Actin cytoskeleton-dependent pathways for ADMA-induced NF-κB activation and TGF-β high expression in human renal glomerular endothelial cells.

Asymmetric dimethylarginine (ADMA), an endogenous nitric oxide synthase inhibitor, is considered to be an independent risk factor in the progression of chronic kidney diseases (CKD). It can induce kidney fibrosis by increasing transforming growth factor (TGF)-β1 expression, but its molecular mechanism is unclear. The aim of the present study was to investigate the role of actin cytoskeleton in ADMA-induced TGF-β1 high expression in human renal glomerular endothelial cells (HRGECs).
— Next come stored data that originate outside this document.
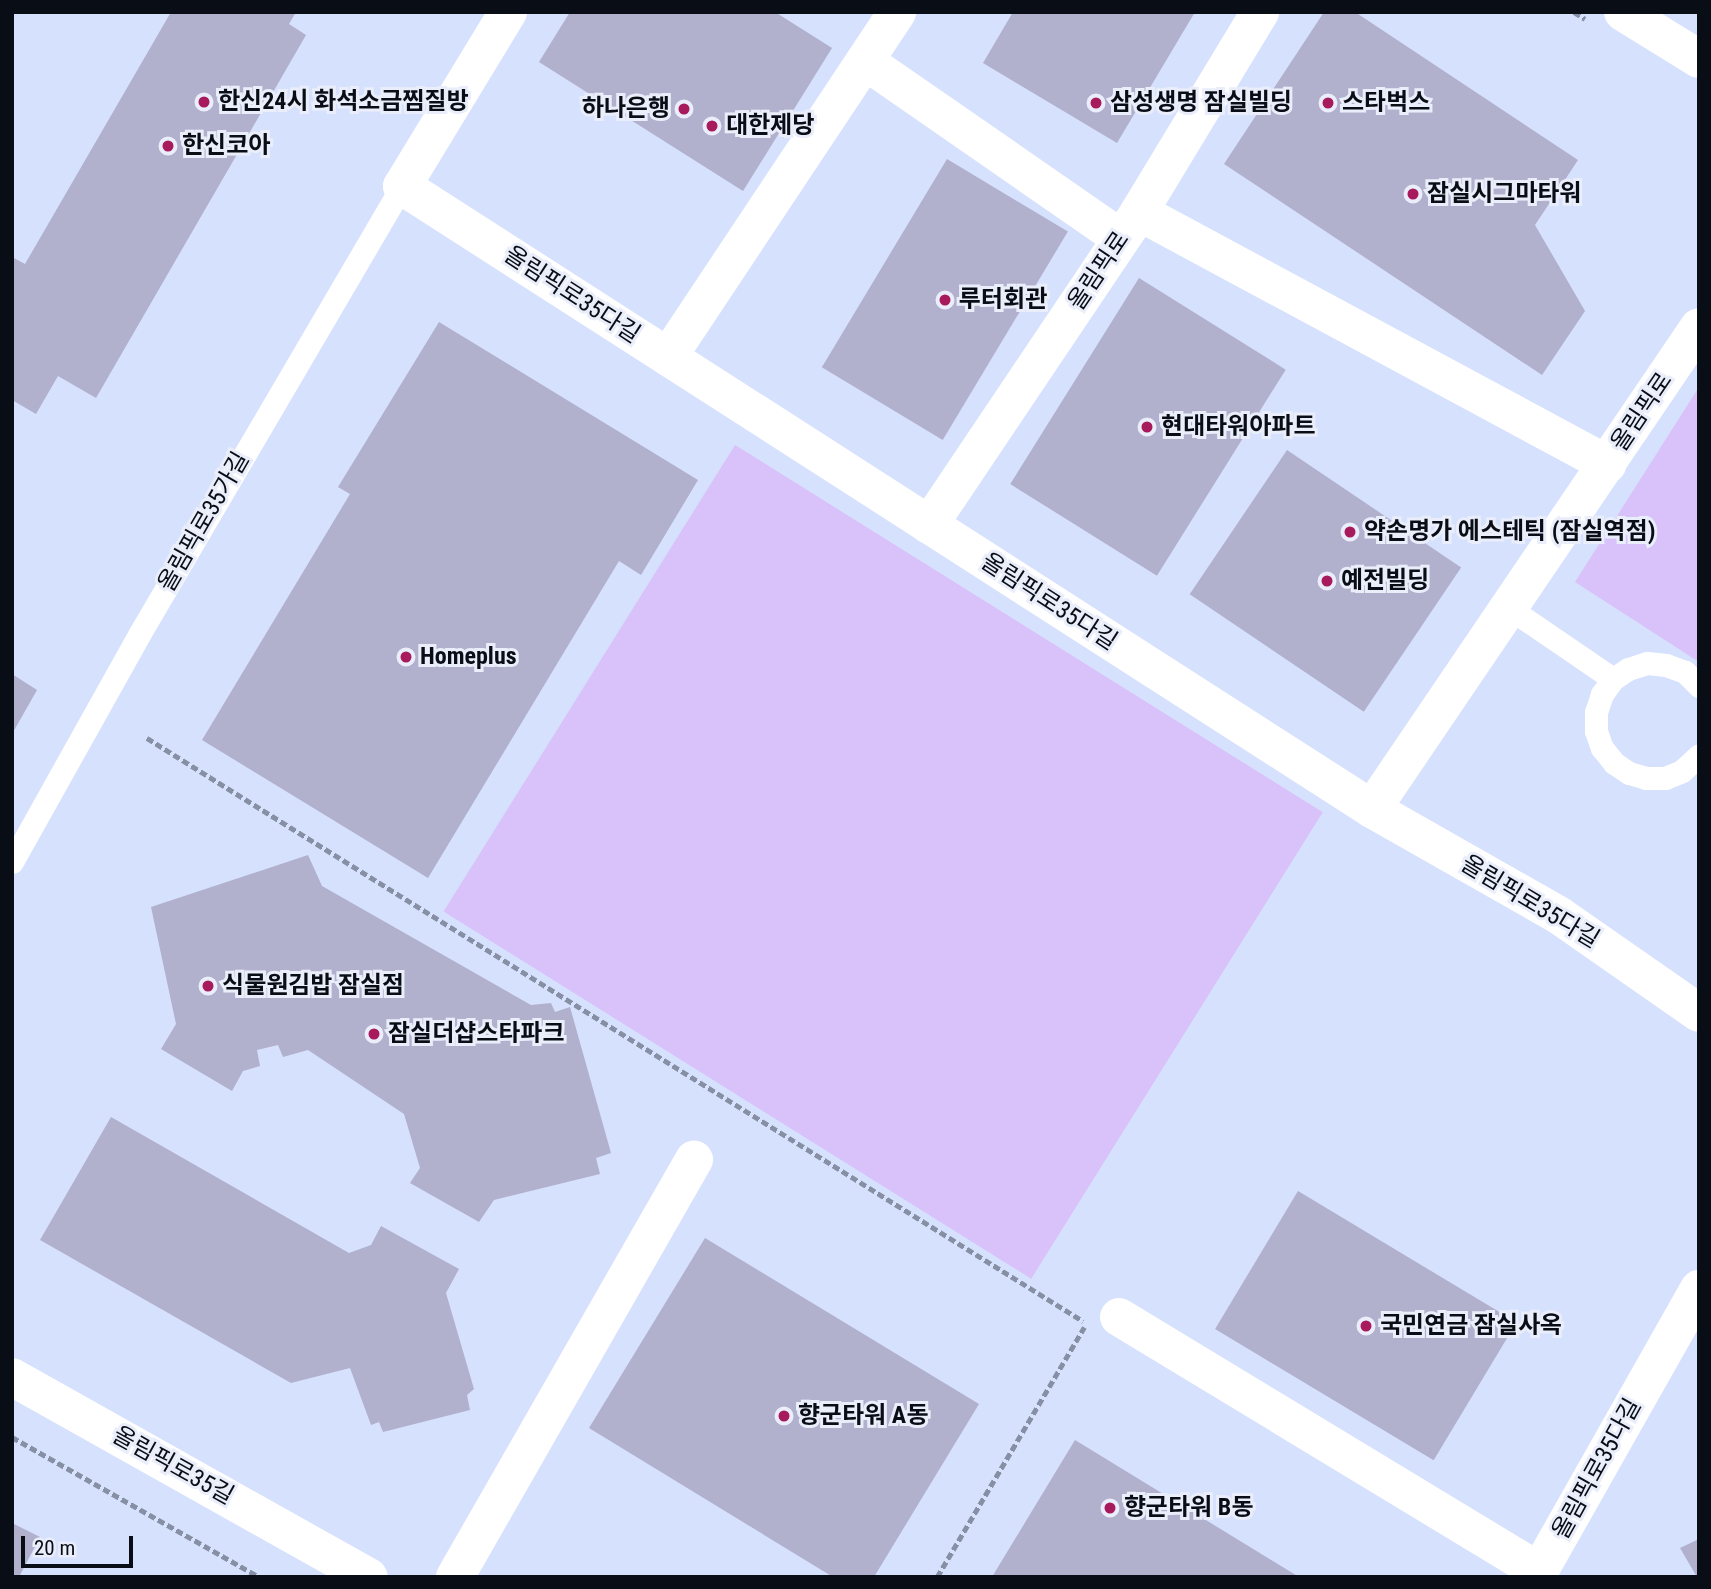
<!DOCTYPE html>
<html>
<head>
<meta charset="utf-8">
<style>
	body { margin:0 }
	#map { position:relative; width:1711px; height:1589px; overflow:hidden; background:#d6e1fd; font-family:"Roboto Condensed","Noto Sans KR",sans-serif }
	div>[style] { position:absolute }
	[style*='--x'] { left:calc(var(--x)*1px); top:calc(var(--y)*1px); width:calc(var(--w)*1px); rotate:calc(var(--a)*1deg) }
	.green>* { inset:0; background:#d9c1f9; transform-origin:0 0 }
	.building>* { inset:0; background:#b1b0cd; transform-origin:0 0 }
	.path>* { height:4.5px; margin-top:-2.25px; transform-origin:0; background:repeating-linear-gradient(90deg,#868fa3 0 7px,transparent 0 10.5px) }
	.lane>* { height:23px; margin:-11.5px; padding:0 11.5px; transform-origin:11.5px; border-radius:11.5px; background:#fff }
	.street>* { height:38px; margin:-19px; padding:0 19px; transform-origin:19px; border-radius:19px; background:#fff }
	.secondary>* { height:38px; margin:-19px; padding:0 19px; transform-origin:19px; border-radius:19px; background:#fff }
	.primary>* { height:38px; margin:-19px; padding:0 19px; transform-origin:19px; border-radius:19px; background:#fff }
	.dots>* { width:19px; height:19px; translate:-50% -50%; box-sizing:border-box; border:4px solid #eaeefa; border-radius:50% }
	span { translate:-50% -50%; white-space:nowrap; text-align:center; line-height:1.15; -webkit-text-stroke:6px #eaeefa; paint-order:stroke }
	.poi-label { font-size:24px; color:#090d16; font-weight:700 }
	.left { translate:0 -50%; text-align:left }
	.right { translate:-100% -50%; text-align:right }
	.street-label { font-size:24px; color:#090d16 }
	.frame { position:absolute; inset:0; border:14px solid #090d16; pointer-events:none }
	.scale { position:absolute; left:21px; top:1536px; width:112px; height:32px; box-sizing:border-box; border:4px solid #090d16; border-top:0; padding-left:9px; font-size:21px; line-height:24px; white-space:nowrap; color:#090d16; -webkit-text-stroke:5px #eaeefa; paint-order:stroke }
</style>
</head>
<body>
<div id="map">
	<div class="green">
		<div style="clip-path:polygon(1699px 387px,1699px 662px,1575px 582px)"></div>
		<div style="left:735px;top:445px;width:693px;height:550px;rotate:32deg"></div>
	</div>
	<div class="building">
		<div style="clip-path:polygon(171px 12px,296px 12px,289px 24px,306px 35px,96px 398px,58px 376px,36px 414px,12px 400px,12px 257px,25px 264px)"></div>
		<div style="clip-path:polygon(570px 12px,775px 12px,832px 48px,743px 191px,539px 62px)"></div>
		<div style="clip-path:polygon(1013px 12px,1195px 12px,1117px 143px,983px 63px)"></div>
		<div style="clip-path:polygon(1324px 12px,1355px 12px,1578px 160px,1535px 225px,1585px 311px,1542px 375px,1224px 164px)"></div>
		<div style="left:947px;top:159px;width:141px;height:243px;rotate:31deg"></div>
		<div style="left:1139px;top:278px;width:173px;height:243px;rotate:32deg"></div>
		<div style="clip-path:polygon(439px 322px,698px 480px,641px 575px,619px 561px,428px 878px,202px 740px,350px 494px,338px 487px)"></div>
		<div style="left:1287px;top:450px;width:210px;height:174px;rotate:34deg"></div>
		<div style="clip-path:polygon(12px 674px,37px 690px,12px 734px)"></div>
		<div style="clip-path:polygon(308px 855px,322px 886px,531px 1005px,551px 1003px,555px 1012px,570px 1007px,611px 1153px,596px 1158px,600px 1174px,494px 1200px,479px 1222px,410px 1183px,420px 1168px,404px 1114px,308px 1050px,283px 1057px,278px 1045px,257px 1050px,260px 1066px,243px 1071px,232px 1091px,161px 1049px,176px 1024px,151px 907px)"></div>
		<div style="clip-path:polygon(111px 1117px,349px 1253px,371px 1245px,381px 1226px,459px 1269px,446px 1293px,474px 1389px,467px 1395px,470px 1410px,383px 1432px,379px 1422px,371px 1425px,350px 1368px,291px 1383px,40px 1240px)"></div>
		<div style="left:1298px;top:1191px;width:255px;height:161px;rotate:31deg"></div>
		<div style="clip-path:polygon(705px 1238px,979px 1404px,874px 1577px,833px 1577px,589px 1428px)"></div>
		<div style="clip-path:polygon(1075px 1440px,1299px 1577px,992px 1577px)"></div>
		<div style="clip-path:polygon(12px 1523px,40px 1537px,19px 1577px,12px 1577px)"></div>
		<div style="clip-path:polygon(1699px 1539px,1699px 1577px,1697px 1577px,1680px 1548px)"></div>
	</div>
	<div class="path">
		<div style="--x:1574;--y:12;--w:13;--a:32"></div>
		<div style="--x:147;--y:738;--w:1103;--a:31.92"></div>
		<div style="--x:12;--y:1437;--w:284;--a:29.5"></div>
		<div style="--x:937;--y:1577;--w:290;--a:-59.5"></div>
	</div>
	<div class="lane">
		<div style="--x:1509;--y:608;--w:126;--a:34.3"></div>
		<div style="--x:1699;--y:686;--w:20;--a:-135"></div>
		<div style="--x:1685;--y:672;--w:20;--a:-160"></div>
		<div style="--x:1666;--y:665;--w:19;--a:-174"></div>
		<div style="--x:1647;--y:663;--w:20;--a:162"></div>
		<div style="--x:1628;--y:669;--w:18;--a:146"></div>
		<div style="--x:1613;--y:679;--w:19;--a:126"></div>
		<div style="--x:1602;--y:694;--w:19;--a:108"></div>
		<div style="--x:1596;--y:712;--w:19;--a:90"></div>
		<div style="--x:1596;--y:731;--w:18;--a:71"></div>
		<div style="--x:1602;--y:748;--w:19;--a:51"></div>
		<div style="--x:1614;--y:763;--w:18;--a:34"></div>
		<div style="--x:1629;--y:773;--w:18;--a:16"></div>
		<div style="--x:1646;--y:778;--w:19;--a:0"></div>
		<div style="--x:1665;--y:778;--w:18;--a:-22"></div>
		<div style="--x:1682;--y:771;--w:23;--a:-43"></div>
		<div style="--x:12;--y:862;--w:262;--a:-60.8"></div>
		<div style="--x:140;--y:633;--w:518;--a:-59.62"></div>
	</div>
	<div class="street">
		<div style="--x:508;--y:12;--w:204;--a:121.3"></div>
		<div style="--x:402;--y:186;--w:1153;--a:32.71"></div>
		<div style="--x:1372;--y:809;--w:216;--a:29.6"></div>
		<div style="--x:1560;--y:916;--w:169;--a:34.9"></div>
		<div style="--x:865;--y:61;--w:311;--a:34.7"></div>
		<div style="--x:1139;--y:212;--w:532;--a:28.3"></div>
		<div style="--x:668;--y:357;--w:414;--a:-56.4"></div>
		<div style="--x:929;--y:525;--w:377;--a:-56.1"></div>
		<div style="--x:1139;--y:212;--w:234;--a:-58.8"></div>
		<div style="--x:1372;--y:809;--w:582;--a:-55.85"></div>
		<div style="--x:1119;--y:1317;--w:491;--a:31.2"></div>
		<div style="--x:455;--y:1577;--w:481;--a:-60.2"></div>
		<div style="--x:1536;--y:1577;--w:331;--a:-60.5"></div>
	</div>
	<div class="secondary">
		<div style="--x:12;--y:1377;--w:409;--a:29.3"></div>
	</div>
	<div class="primary">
		<div style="--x:1623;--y:12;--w:89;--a:31.7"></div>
	</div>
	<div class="dots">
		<div style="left:204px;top:102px;background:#a71a5c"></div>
		<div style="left:1096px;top:103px;background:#a71a5c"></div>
		<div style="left:1328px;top:103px;background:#a71a5c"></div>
		<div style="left:684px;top:109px;background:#a71a5c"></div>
		<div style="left:712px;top:126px;background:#a71a5c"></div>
		<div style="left:168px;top:146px;background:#a71a5c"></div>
		<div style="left:1413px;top:194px;background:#a71a5c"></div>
		<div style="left:945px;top:300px;background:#a71a5c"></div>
		<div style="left:1147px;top:427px;background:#a71a5c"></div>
		<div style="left:1350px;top:532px;background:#a71a5c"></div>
		<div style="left:1327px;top:581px;background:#a71a5c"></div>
		<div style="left:406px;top:657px;background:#a71a5c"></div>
		<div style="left:208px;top:986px;background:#a71a5c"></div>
		<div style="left:374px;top:1034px;background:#a71a5c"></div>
		<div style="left:1366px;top:1326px;background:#a71a5c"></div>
		<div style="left:784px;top:1416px;background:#a71a5c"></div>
		<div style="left:1110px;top:1508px;background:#a71a5c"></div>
	</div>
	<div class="poi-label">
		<span class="left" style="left:218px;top:102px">한신24시 화석소금찜질방</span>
		<span class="left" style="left:1110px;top:103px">삼성생명 잠실빌딩</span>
		<span class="left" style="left:1342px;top:103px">스타벅스</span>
		<span class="right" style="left:670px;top:109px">하나은행</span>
		<span class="left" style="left:726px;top:126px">대한제당</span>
		<span class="left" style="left:182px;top:146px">한신코아</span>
		<span class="left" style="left:1427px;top:194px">잠실시그마타워</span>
		<span class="left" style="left:959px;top:300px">루터회관</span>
		<span class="left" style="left:1161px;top:427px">현대타워아파트</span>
		<span class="left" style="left:1364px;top:532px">약손명가 에스테틱 (잠실역점)</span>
		<span class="left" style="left:1341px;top:581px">예전빌딩</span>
		<span class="left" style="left:420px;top:657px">Homeplus</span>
		<span class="left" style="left:222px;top:986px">식물원김밥 잠실점</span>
		<span class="left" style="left:388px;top:1034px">잠실더샵스타파크</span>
		<span class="left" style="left:1380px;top:1326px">국민연금 잠실사옥</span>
		<span class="left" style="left:798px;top:1416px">향군타워 A동</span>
		<span class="left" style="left:1124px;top:1508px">향군타워 B동</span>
	</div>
	<div class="street-label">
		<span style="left:1099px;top:271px;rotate:-56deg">올림픽로</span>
		<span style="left:572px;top:295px;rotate:33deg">올림픽로35다길</span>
		<span style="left:1642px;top:412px;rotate:-56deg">올림픽로</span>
		<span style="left:204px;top:522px;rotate:-60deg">올림픽로35가길</span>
		<span style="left:1049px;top:602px;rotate:33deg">올림픽로35다길</span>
		<span style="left:1530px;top:902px;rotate:31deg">올림픽로35다길</span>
		<span style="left:173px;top:1466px;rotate:29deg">올림픽로35길</span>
		<span style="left:1597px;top:1469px;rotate:-61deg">올림픽로35다길</span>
	</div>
	<div class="frame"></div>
	<div class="scale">20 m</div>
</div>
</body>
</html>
The structure of stress fibers was visualized by immunofluorescence, nuclear factor-κB (NF-κB) DNA-binding activity was assessed by an electrophoretic mobility shift assay and TGF-β1 expression was assessed by western blot analysis. Results showed that ADMA induced the assembly of stress fibers, DNA binding of NF-κB, and increasing expression of TGF-β1. When the dynamics of actin cytoskeleton was perturbed by the actin-depolymerizing agent cytochalasin D and the actin-stabilizing agent jasplakinolide, or ablation of stress fiber bundles by the nicotineamide adenine dinucleotide phosphate oxidase inhibitor apocynin and p38 mitogen-activated protein kinase inhibitor SB203580, ADMA-induced DNA binding of NF-κB and TGF-β1 expression were inhibited. These results revealed an actin cytoskeleton-dependent mechanism in ADMA-induced NF-κB activation and TGF-β1 high expression in HRGECs. The specific targeting of the actin cytoskeleton may be a useful strategy to prevent ADMA-activated kidney fibrosis in CKD.